Energiekontor confirms it has reached financial close on Withernwick II extension project, after securing PPA with leading consumer goods brand.
Construction work is set to begin on what is believed to be the UK’s first subsidy free onshore wind farm, after developer Energiekontor announced it has reached financial close on its 8.2MW Withernwick II extension project in Yorkshire.
The company confirmed yesterday that it has secured a Power Purchase Agreement (PPA) with an unnamed consumer goods brand, allowing it to proceed with the project.
A contract has also been signed with turbine manufacturer Senvion for four MM92 turbines, with the project now expected to come online in early 2019.
The development will take the capacity of the extended Withernwick Wind farm to 26.65MW.
The project represents a major milestone for the UK onshore wind energy market, which has faced a development hiatus over the past year following the government’s decision to block onshore projects from competing for clean energy price support contracts.
A number of developers have responded by seeking PPA contracts with large corporate customers and Energiekontor believes the Withernwick II project is the first to make it to the construction phase without any form of government support.
Peter Szabo, CEO of Energiekontor AG, said the project represented a major step forward for the UK renewables industry.
“Our extensive experience and reputation as a trusted partner in the UK market, has once again persuaded a large industrial partner to sign a PPA,” he said in a statement. “The financial close of the Withernwick II project, the UK’s first profitable wind farm under pure market conditions, shows that our strategy to reduce costs by improving efficiency is bearing fruit.

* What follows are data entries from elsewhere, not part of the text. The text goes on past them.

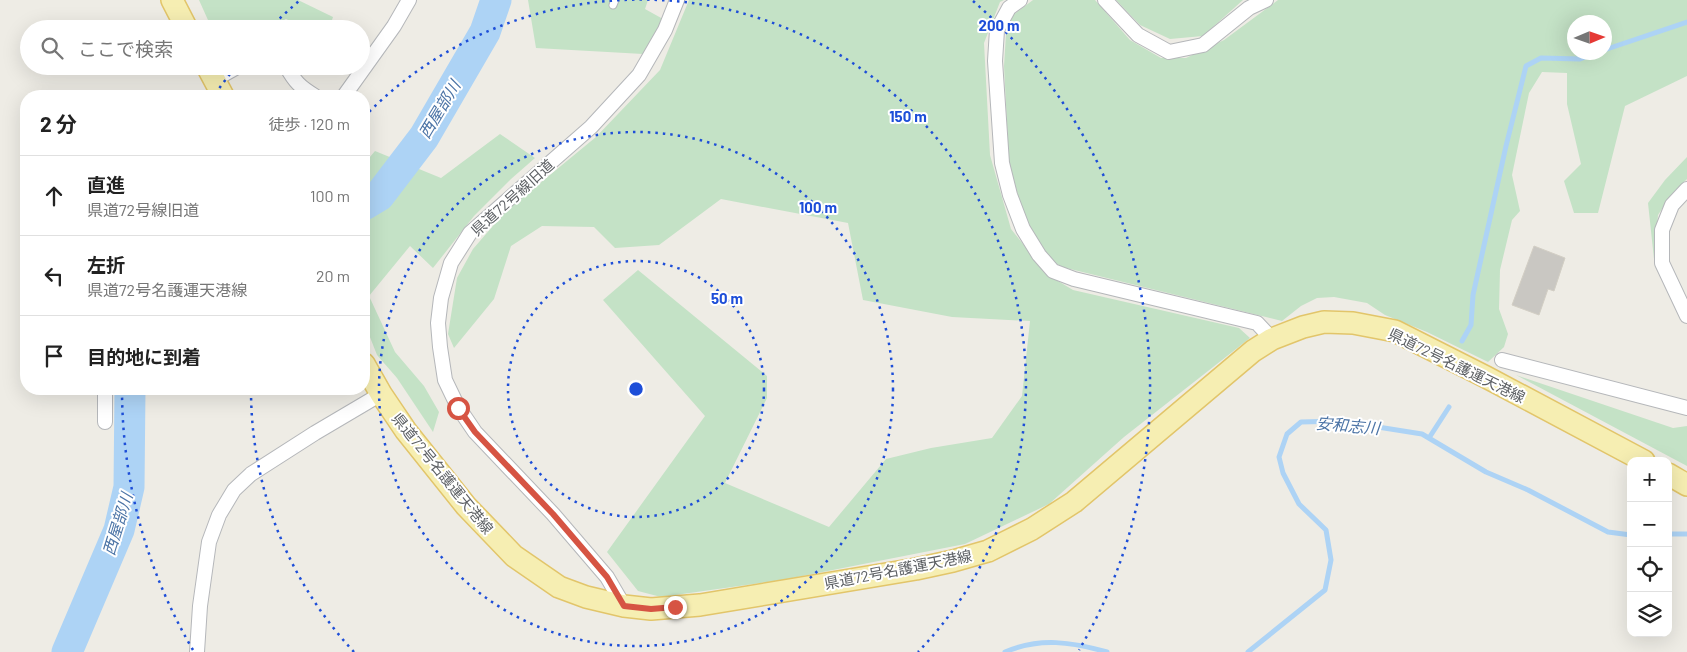 <!DOCTYPE html>
<html lang="ja">
<head>
<meta charset="utf-8">
<style>
  :root { --surface:#fff; --page:#f6f6f6; --text:#222; --muted:#767676; --line:#e0e0e0 }
  body { margin:0; font-family:Barlow,"Noto Sans JP",sans-serif; background:var(--page); color:var(--text) }
  .controls { position:absolute; right:15px; bottom:15px; display:grid; overflow:hidden; border-radius:10px; box-shadow:0 5px 20px #0002 }
  .controls button { width:45px; height:45px; display:grid; place-items:center; padding:0; border:0; border-bottom:1px solid var(--line); background:var(--surface); color:var(--text); font:25px sans-serif }
  .compass { position:absolute; left:1567px; top:15px; width:45px; height:45px; border-radius:50%; background:var(--surface); box-shadow:0 5px 20px #0002; rotate:88deg }
  .stop { position:absolute; width:15px; height:15px; margin:-11px; border:4px solid #d65443; border-radius:50%; background:#fff }
  .stop.end { background:#d65443; border-color:#fff; box-shadow:0 1px 5px #0008 }
  .list { margin:0; padding:0; list-style:none }
  h2 { display:flex; justify-content:space-between; align-items:center; height:65px; margin:0; padding:0 20px; font-size:21px }
  h2 small { font-size:16px; font-weight:400; color:var(--muted) }
  .list li { display:grid; grid-template-columns:32px 1fr auto; gap:15px; align-items:center; box-sizing:border-box; height:80px; padding:0 20px; border-top:1px solid var(--line) }
  .list b { display:block; font-size:19px; white-space:nowrap }
  .list p { margin:0; font-size:16px; white-space:nowrap; color:var(--muted) }
  .list em { font-size:16px; font-style:normal; color:var(--muted) }
  .icon { flex:none; width:28px; height:28px; fill:none; stroke:currentColor; stroke-width:2; stroke-linecap:round; stroke-linejoin:round }
  .map { position:relative; flex:none; width:1687px; height:652px; overflow:hidden }
  .search { position:absolute; background:var(--surface); box-shadow:0 5px 20px #0002; left:20px; top:20px; width:350px; height:55px; display:flex; align-items:center; gap:12px; box-sizing:border-box; padding:0 18px; border-radius:28px; color:var(--muted); font-size:19px }
  .panel { position:absolute; background:var(--surface); box-shadow:0 5px 20px #0002; left:20px; top:90px; width:350px; height:305px; border-radius:20px }
  .map>svg:first-child { display:block }
  .green { fill:#c4e2c6; fill-rule:evenodd }
  .lines { fill:none; stroke-linecap:round; stroke-linejoin:round }
  .stream { stroke:#add3f5; stroke-width:5 }
  .river { stroke:#add3f5; stroke-width:31 }
  .building { fill:#c9c7c2; stroke:#d2cec4 }
  .service-casing { stroke:#b5b7ba; stroke-width:9 }
  .minor-casing { stroke:#b5b7ba; stroke-width:16 }
  .primary-casing { stroke:#e2c56a; stroke-width:24 }
  .service { stroke:#fff; stroke-width:7 }
  .minor { stroke:#fff; stroke-width:14 }
  .primary { stroke:#f6eeb2; stroke-width:21 }
  .route { stroke:#d65443; stroke-width:6 }
  .ring { fill:none; stroke:#1d4ed8; stroke-width:2.5; stroke-dasharray:2.5 5 }
  .labels { text-anchor:middle; dominant-baseline:central; stroke-width:4; stroke-linejoin:round; paint-order:stroke }
  .street-label { font-size:15px; fill:#5d6064; stroke:#fff }
  .water-label { font-size:16px; font-style:italic; fill:#4c74a6; stroke:#fff }
  .centre { fill:#1d4ed8; stroke:#fff; stroke-width:2.5 }
  .ring-label { font-size:15px; text-anchor:middle; font-weight:bold; fill:#1d4ed8; stroke:#fff; stroke-width:4; stroke-linejoin:round; paint-order:stroke }
</style>
</head>
<body>
<div class="map">
<svg width="1687" height="652" viewBox="0 0 1687 652">
  <rect width="100%" height="100%" fill="#eeece5"/>
  <path class="green" d="M199,0H298L333,17L329,29H307L286,19L271,26L268,29H212Z
    M528,0H648L645,9L663,19L643,54L536,48Z
    M689,0H1004L1000,2L984,43L990,155L1011,229L1048,275L1073,290L1239,328L1250,338L1124,437L1049,504L965,544L782,580L661,597L638,591L607,552L705,416L603,300L638,270L767,376V398L725,483L829,527L886,459L931,448L992,438L1022,396L1030,321L952,317L863,300L848,223L721,199L659,245L615,248L594,227L542,226L511,246L494,299L454,348L448,334L457,278L473,249L505,212L596,137L660,70Z
    M1033,0H1095L1130,40L1161,58H1186L1224,40L1278,0H1687V76L1625,106L1598,213H1574L1564,181L1581,164L1567,104V73L1542,72L1529,93L1512,175L1520,211L1512,220L1500,270L1499,309L1508,334L1504,347L1488,362L1427,332L1385,315L1367,303L1334,297L1317,298L1301,306L1282,321L1062,267L1051,260L1030,230L1019,199L1009,162L1004,66L1006,34L1013,15ZM1574,22H1604V52H1574Z
    M1116,0H1243L1203,36L1170,39L1140,25Z
    M500,134L535,158L511,179L474,216L433,268L410,246L369,296L395,352L424,386L439,412L433,432L397,378L377,355L364,322V164L375,151L441,178Z
    M1687,157V179L1671,195L1658,215L1654,259L1648,203L1665,180Z
    M1516,375L1673,428L1687,426V466Z"/>
  <g class="lines">
    <path class="stream" d="M1604,50L1687,22
      M1462,341L1471,325L1473,295L1506,146L1526,66L1541,58L1580,59L1598,52
      M1429,438L1449,407
      M1668,534H1687
      M1005,652C1040,637 1072,642 1107,652
      M1248,652L1325,590L1331,560L1326,530L1299,504L1283,473L1279,457L1287,434L1301,422L1340,421L1422,434L1486,472L1528,490L1608,532L1631,535"/>
    <path class="river" d="M364,205L379,196L424,137L485,32L496,0
      M67,652L119,530L129,487L130,389"/>
  </g>
  <path class="building" d="M1534,246L1565,258L1554,291L1548,289L1539,315L1512,305Z"/>
  <g class="lines">
    <g class="service-casing">
      <path id="service" d="M613,5L615,0"/>
    </g>
    <g class="minor-casing">
      <path id="minor" d="M1020,0L1009,8L997,30L995,61L1002,163L1010,195L1023,229L1039,255L1053,271L1074,279L1257,323L1272,339
        M1105,0L1138,35L1169,52L1203,45L1249,8L1266,0
        M286,66C295,82 300,87 315,96
        M214,80L239,66
        M344,96L394,26L409,0
        M1687,189L1672,205L1662,230V263L1687,316
        M1502,360L1687,408
        M105,422V389
        M624,606L607,577L553,514L475,432L458,407L445,380L440,347L438,323L441,298L451,263L470,233L591,127L639,75L665,30L677,0
        M197,652L200,606L209,542L219,515L234,490L251,474L315,433L381,394"/>
    </g>
    <g class="primary-casing">
      <path id="primary" d="M172,0L187,29
        M207,66L223,96
        M364,364L381,394L406,431L466,506L514,556L559,587L586,597L624,606L651,609L700,605L916,569L953,561L988,551L1032,529L1074,502L1253,351L1272,339L1303,327L1324,322L1353,323L1395,331L1486,377L1644,461
        M1668,474L1687,485"/>
    </g>
    <use href="#service" class="service"/>
    <use href="#minor" class="minor"/>
    <use href="#primary" class="primary"/>
  </g>
  <g class="lines">
    <path class="route" d="M458,408L475,432L553,514L607,577L624,606L651,609L675,607"/>
  </g>
  <g class="ring">
    <circle cx="636" cy="389" r="128"/>
    <circle cx="636" cy="389" r="257"/>
    <path d="M354 652A385 385 0 0 1 251 389M364 117A385 385 0 0 1 918 652"/>
    <path d="M193 650A514 514 0 0 1 122 389M215 94A514 514 0 0 1 234 69M269 29A514 514 0 0 1 299 1M973 1A514 514 0 0 1 1079 650"/>
  </g>
  <g class="labels">
    <g class="street-label">
      <text transform="translate(512 197) rotate(-42)">県道72号線旧道</text>
      <text transform="translate(1457 365) rotate(26)">県道72号名護運天港線</text>
      <text transform="translate(443 473) rotate(51)">県道72号名護運天港線</text>
      <text transform="translate(898 569) rotate(-11)">県道72号名護運天港線</text>
    </g>
    <g class="water-label">
      <text transform="translate(439 109) rotate(-59)">西屋部川</text>
      <text transform="translate(1348 425) rotate(5)">安和志川</text>
      <text transform="translate(117 524) rotate(-73)">西屋部川</text>
    </g>
  </g>
  <circle cx="636" cy="389" r="8" class="centre"/>
  <g class="ring-label">
    <text x="999" y="31">200 m</text>
    <text x="908" y="122">150 m</text>
    <text x="818" y="213">100 m</text>
    <text x="727" y="304">50 m</text>
  </g>
</svg>
<div class="controls">
<button>+</button>
<button>−</button>
<button><svg class="icon" aria-label="locate" viewBox="0 0 24 24"><circle cx="12" cy="12" r="6"/><path d="M12 2v4M12 18v4M2 12h4M18 12h4"/></svg></button>
<button><svg class="icon" aria-label="layers" viewBox="0 0 24 24"><path d="M12 4l9 5-9 5-9-5zM3 14l9 5 9-5"/></svg></button>
</div>
<svg class="compass" viewBox="-18 -18 36 36"><path d="M0-13l5 13h-10z" fill="#e53935"/><path d="M0 13l5-13h-10z" fill="#767676"/></svg>
<div class="stop" style="left:458px;top:408px"></div>
<div class="stop end" style="left:675px;top:607px"></div>
<div class="search"><svg class="icon" aria-label="search" viewBox="0 0 24 24"><circle cx="10" cy="10" r="6"/><path d="M15 15l6 6"/></svg>ここで検索</div>
<section class="panel">
<h2>2 分<small>徒歩 · 120 m</small></h2>
<ul class="list">
<li><svg class="icon" aria-label="ahead" viewBox="0 0 24 24"><path d="M12 20V5M6 11l6-6 6 6"/></svg><div><b>直進</b><p>県道72号線旧道</p></div><em>100 m</em></li>
<li><svg class="icon" aria-label="left" viewBox="0 0 24 24"><path d="M17 20v-9H6M10 6l-5 5 5 5"/></svg><div><b>左折</b><p>県道72号名護運天港線</p></div><em>20 m</em></li>
<li><svg class="icon" aria-label="arrive" viewBox="0 0 24 24"><path d="M6 21V4h12l-3 4 3 4H6"/></svg><div><b>目的地に到着</b></div></li>
</ul>
</section>
</div>
</body>
</html>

“It also underlines our pioneering role in the quest to realise wind farms and solar parks with a lower levelized cost of electricity than fossil and nuclear alternatives. It is our most important contribution to our vision of a society whose electricity needs are fully covered by renewable energy.”
A number of other PPA-backed onshore wind and solar projects are understood to be in the pipeline and the trend has been broadly welcomed by the government, which has cited it as evidence that renewables can now be developed without recourse to subsidy support.
However, critics have countered that allowing onshore wind and solar farms to compete for government-backed clean energy contracts would help curb energy bills for consumers, while allowing the sector to scale up faster at a time when the UK is set to miss its medium-term emissions reduction targets.